Former DGP of Goa and Arunachal Pradesh, Kanth, who runs Prayas Juvenile Aid Centre Society that manages the 20-year-old observation home at Feroz Shah Kotla which has over the years housed 12,500 plus juveniles, gives a very positive outlook. He says that half of the staff lives in the home with the children, sharing the same food.
Kanth also expresses his views on the new JJ Act that allows juveniles between the ages of 16 and 18 years to be tried as adults for heinous crimes. “I strongly opposed placing them under the purview of the criminal justice system both in the Salil Bali vs Union of India (2013) and the Dr Subramanian Swamy And Ors vs Raju Thr. Member Juvenile Justice Board (2014).” The second case pertains to the infamous Nirbhaya rape.

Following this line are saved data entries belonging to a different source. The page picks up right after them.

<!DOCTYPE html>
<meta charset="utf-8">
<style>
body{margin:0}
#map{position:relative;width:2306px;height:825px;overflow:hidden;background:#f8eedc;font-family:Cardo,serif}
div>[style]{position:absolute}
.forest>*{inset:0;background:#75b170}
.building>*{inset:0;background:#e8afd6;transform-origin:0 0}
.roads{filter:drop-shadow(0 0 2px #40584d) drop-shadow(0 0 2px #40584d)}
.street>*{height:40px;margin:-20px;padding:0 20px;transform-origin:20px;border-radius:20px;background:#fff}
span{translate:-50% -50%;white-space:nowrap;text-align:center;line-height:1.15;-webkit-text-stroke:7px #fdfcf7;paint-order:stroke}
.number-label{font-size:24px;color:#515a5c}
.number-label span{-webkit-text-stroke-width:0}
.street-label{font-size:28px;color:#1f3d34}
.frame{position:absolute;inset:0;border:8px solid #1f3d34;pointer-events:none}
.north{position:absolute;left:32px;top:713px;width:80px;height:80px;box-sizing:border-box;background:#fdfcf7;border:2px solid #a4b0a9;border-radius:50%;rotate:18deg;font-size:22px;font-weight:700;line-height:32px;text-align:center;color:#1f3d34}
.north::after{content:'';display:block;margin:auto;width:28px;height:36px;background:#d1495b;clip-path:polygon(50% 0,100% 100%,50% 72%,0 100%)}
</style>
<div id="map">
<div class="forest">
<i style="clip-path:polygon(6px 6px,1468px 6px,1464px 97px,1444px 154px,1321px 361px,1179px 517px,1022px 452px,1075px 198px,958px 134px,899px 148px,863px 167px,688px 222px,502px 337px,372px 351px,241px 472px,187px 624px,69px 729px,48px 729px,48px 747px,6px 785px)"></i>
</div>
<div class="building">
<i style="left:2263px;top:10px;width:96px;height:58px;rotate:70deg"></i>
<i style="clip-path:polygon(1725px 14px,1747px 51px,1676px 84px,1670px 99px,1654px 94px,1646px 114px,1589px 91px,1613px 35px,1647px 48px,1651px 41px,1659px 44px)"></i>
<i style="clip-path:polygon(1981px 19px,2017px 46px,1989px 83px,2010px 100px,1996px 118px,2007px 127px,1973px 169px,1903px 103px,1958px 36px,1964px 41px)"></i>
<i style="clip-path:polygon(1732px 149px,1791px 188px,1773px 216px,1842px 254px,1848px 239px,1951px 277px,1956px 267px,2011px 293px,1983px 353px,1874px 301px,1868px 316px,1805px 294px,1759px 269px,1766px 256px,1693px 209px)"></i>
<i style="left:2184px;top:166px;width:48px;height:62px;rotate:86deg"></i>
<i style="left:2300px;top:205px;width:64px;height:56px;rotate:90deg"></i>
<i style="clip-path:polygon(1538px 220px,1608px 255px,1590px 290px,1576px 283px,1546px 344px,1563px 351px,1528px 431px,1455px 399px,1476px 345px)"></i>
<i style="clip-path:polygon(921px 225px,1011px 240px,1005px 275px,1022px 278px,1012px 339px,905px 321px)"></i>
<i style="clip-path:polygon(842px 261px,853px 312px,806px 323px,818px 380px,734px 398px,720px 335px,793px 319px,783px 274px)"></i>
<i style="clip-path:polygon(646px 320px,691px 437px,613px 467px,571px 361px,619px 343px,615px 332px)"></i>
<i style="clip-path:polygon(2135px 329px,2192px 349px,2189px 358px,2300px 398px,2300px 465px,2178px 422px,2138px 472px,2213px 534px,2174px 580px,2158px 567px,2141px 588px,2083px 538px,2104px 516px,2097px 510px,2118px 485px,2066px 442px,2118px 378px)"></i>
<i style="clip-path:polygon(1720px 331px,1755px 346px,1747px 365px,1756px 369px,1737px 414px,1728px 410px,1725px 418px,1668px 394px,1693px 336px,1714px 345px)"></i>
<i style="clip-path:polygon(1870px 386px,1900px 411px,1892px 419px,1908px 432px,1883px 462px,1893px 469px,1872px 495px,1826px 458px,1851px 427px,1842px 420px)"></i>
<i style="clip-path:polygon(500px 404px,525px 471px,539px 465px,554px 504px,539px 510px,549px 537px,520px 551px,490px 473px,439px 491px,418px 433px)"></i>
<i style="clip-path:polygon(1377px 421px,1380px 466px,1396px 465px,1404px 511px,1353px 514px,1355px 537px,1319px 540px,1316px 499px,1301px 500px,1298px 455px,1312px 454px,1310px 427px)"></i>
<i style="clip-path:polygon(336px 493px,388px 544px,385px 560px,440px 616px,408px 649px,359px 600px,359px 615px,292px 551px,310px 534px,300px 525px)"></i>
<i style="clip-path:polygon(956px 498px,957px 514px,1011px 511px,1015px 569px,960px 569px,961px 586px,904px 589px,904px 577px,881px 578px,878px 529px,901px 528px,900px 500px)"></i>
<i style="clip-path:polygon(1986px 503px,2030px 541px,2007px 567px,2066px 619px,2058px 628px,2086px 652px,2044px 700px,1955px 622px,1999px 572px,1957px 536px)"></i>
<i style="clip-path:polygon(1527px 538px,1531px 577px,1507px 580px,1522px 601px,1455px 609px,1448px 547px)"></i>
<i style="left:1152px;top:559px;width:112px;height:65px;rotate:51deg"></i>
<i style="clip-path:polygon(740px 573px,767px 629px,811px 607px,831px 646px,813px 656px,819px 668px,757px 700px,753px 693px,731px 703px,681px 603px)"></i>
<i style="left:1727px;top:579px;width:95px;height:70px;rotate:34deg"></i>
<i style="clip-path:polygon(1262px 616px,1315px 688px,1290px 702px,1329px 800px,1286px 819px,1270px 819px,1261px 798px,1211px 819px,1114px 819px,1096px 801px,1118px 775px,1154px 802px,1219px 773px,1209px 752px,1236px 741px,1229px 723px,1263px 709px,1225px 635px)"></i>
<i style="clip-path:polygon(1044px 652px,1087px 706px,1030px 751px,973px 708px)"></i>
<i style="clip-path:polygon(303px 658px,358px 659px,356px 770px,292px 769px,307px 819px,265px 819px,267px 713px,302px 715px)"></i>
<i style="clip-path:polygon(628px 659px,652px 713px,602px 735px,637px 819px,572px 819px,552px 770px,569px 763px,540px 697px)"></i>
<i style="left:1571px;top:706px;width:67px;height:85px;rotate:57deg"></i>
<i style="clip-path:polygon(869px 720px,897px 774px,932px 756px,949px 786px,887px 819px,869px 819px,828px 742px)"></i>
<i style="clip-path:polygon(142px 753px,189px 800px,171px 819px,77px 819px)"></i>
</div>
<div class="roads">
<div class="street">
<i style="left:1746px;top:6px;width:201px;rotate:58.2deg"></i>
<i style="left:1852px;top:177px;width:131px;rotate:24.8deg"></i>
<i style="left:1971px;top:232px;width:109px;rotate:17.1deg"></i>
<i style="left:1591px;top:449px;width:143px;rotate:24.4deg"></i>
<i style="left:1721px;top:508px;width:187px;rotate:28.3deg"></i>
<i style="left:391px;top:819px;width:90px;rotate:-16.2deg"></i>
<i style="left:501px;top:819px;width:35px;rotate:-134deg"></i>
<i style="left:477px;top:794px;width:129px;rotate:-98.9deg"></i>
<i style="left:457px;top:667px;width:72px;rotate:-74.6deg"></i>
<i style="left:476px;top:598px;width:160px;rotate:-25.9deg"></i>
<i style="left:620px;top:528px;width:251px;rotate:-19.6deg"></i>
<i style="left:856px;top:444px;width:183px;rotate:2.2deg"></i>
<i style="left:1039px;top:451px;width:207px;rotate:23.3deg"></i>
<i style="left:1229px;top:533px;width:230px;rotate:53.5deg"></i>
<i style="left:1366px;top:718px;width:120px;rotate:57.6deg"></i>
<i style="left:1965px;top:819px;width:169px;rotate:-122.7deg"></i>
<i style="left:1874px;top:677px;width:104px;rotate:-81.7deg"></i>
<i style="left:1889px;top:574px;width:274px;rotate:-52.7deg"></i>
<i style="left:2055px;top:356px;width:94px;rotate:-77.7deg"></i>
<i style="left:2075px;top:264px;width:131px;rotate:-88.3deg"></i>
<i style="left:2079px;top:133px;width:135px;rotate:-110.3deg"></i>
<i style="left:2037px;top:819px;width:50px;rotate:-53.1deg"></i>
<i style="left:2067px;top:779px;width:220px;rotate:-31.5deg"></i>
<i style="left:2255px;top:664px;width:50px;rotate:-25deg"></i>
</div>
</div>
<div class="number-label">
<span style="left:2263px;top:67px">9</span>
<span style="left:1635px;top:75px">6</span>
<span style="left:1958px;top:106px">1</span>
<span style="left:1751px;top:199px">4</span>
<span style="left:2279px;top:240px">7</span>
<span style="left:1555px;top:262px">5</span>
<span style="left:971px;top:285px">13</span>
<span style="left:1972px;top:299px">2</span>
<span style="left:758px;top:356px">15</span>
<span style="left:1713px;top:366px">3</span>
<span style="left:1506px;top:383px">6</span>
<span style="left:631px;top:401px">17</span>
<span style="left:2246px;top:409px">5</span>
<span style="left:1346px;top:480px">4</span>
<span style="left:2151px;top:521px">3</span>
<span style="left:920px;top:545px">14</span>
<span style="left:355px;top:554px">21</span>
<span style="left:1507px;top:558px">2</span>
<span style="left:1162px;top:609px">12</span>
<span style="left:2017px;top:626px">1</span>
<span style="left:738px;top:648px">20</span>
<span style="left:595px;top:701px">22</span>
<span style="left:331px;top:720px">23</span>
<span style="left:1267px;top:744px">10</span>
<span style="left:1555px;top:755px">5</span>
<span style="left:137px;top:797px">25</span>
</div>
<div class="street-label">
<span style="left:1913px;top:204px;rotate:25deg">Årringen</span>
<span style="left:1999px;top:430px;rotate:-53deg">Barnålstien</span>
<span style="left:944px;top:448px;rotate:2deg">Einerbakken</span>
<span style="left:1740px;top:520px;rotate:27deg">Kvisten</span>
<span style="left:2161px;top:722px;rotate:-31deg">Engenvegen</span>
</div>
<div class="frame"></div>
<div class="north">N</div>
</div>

Regarding the draft manual, Kanth feels “there is nothing great about it. Frankly, I did not expect anything dramatic in it.” This is because the problem lies in the approach to the issue. Citing the statistic that the total number of juvenile crimes is less than one percent of crime in the country, Kanth says that of them, the number of heinous crimes is about 4,000-5,000. “Are we such a wretched country that we can’t look after 5,000 children?” he asks.
After missing several deadlines, when the ministry placed the draft of the manual before the apex court on May 5, the court directed: “The manual should be circulated to all the state governments/union territories expeditiously so that the suggestions and recommendations incorporated therein can be implemented, if necessary with state-specific modifications.”
“I have seen the document placed by the ministry on its website. However, state-specific modifications as suggested by the Supreme Court are not there in the document. I don’t think suggestions and recommendations given by various state governments have been included in it,” says Asthana.
When India Legal News contacted the WCD ministry, deputy secretary Ashi Kapoor said the department is working on the guidelines. The Supreme Court is scheduled to hear the case on August 10. It is hoped that the feedback from the states will be incorporated by then and the revised document presented before the court.